Work request:
Which lines of the data include the string "Order"? List them all.

(Beginning of Extracted entries)

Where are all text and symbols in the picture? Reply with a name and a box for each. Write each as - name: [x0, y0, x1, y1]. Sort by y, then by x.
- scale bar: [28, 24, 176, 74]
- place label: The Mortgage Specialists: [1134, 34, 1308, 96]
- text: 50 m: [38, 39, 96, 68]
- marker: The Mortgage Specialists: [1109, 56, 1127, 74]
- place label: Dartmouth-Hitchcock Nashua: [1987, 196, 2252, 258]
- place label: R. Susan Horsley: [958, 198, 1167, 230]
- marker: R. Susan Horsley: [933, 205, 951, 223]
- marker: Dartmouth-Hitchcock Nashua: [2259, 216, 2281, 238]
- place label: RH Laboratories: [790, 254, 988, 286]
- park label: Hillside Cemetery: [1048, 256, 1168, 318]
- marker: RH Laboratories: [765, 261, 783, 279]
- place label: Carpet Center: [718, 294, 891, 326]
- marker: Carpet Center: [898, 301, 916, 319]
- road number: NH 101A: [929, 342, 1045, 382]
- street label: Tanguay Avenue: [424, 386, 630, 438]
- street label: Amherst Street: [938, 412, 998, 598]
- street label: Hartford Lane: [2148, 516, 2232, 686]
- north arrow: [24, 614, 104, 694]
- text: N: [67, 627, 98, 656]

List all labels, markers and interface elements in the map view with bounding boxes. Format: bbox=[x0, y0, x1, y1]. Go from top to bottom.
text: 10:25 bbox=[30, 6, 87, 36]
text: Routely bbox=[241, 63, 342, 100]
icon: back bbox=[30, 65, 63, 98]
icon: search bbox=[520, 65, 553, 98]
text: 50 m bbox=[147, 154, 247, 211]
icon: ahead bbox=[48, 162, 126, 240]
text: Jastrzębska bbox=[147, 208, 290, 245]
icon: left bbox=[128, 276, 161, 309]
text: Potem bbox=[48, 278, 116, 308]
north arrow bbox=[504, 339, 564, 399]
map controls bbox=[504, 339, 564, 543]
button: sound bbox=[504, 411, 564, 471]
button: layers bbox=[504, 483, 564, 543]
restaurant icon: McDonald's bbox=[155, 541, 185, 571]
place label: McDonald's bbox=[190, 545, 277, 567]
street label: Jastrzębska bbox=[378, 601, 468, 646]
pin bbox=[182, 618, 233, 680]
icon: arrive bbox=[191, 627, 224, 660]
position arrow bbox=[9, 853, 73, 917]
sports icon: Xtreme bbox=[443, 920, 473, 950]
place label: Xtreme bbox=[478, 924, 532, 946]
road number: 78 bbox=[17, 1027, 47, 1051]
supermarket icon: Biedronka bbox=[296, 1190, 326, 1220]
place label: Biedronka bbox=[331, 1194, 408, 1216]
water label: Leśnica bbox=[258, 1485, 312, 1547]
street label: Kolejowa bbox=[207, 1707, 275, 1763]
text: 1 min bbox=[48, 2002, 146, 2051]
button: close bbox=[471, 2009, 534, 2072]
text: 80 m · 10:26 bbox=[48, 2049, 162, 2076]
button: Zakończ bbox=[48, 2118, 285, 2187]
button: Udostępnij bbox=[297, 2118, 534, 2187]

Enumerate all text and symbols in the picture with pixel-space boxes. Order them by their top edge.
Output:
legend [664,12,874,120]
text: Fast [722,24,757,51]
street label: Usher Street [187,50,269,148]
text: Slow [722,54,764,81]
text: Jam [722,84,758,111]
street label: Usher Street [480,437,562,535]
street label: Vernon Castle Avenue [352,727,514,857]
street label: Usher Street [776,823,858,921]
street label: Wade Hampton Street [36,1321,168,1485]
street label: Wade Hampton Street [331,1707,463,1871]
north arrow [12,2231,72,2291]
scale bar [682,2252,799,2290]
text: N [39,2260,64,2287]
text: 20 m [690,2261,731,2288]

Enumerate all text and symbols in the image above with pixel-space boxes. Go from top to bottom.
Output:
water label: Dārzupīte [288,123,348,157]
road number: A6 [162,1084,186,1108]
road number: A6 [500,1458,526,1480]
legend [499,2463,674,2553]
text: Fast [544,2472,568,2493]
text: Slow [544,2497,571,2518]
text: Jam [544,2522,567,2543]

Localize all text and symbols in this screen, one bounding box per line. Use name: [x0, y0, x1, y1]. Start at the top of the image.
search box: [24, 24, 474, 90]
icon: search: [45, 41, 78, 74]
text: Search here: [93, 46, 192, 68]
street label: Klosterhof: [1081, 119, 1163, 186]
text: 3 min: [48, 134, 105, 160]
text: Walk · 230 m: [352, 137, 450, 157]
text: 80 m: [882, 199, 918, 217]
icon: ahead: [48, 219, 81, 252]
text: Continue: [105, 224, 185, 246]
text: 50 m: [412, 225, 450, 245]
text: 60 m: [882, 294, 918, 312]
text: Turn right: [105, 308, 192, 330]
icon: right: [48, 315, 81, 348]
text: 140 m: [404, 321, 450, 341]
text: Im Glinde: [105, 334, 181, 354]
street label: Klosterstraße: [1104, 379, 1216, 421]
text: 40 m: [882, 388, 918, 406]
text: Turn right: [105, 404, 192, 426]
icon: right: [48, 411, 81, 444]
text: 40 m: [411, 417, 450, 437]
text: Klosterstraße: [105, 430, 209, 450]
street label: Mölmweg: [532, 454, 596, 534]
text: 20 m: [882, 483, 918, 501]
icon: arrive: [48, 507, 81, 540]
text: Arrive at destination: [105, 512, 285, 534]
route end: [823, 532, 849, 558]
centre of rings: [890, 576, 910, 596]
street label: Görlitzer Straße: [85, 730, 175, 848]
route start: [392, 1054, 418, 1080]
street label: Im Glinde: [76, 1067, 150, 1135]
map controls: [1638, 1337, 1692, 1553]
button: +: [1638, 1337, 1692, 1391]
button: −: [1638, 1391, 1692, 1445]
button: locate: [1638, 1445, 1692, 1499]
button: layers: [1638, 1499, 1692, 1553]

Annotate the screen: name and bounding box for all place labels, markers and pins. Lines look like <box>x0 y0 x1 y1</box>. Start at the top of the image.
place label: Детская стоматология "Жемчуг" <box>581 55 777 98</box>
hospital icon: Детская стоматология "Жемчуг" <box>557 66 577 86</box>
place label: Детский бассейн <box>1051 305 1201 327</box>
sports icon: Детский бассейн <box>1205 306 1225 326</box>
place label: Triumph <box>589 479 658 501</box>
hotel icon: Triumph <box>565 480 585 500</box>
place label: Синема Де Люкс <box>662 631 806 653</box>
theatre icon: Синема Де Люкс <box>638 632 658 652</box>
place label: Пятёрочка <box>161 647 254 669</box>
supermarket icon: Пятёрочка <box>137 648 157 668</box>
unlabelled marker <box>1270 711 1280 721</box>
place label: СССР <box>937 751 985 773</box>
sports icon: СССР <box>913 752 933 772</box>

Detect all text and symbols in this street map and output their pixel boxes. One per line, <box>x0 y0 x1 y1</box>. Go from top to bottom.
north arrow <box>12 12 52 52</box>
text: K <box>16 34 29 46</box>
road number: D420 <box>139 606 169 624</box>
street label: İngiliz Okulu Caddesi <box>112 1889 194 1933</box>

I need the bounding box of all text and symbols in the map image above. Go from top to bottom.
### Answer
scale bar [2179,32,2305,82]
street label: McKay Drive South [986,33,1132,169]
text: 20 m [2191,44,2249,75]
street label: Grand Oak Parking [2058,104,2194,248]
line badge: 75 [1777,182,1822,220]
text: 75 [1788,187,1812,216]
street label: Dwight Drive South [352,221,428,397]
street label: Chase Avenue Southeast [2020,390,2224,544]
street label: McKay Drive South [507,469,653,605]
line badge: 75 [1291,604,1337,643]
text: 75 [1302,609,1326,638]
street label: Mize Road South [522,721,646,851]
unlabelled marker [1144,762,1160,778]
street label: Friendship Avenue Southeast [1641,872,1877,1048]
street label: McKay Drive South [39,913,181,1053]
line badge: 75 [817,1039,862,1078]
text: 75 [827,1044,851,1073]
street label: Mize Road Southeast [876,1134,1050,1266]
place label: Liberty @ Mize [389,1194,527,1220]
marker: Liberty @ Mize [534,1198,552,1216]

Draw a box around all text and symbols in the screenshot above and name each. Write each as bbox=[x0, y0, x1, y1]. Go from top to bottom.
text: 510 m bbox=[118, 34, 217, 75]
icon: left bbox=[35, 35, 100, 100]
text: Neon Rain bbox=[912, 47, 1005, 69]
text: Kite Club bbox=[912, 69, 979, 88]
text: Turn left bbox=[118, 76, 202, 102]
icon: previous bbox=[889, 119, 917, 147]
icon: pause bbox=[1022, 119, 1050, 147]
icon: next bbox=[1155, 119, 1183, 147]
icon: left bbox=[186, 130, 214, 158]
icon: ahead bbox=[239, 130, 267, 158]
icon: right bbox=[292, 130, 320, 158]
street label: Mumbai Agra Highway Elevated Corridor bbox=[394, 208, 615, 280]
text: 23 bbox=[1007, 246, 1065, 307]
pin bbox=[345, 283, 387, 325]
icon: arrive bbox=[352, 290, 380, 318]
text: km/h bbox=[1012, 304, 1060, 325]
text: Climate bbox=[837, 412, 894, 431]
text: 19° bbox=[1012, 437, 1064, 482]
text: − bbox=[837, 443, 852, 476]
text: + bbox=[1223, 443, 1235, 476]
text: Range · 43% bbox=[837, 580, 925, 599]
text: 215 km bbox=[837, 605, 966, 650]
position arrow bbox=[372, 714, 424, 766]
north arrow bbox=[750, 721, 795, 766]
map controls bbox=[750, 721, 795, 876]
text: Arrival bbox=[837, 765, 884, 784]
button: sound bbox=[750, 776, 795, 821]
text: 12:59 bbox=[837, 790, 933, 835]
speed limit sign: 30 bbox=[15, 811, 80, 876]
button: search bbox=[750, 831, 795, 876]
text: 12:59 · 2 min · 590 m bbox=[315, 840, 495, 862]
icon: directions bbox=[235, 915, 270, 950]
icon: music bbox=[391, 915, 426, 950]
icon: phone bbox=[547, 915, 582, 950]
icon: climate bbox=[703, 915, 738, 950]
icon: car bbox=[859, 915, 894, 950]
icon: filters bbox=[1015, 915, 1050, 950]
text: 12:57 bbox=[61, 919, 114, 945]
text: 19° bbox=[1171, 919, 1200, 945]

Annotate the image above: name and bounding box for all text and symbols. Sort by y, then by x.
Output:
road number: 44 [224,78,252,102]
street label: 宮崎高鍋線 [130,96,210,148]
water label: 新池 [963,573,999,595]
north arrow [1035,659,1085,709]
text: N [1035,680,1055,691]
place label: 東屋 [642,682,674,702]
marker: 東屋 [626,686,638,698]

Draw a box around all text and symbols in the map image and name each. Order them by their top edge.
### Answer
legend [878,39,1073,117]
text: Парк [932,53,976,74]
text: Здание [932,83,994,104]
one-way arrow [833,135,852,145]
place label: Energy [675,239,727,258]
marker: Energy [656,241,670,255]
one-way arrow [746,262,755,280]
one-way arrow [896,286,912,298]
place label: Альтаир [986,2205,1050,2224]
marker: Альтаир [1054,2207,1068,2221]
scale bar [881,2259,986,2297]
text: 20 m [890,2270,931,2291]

(End of Extracted entries)

Answer area:
Enumerate all text and symbols in the picture with pixel-space boxes. Order them by their top edge.
Draw a box around all text and symbols in the map image and name each. Order them by their top edge.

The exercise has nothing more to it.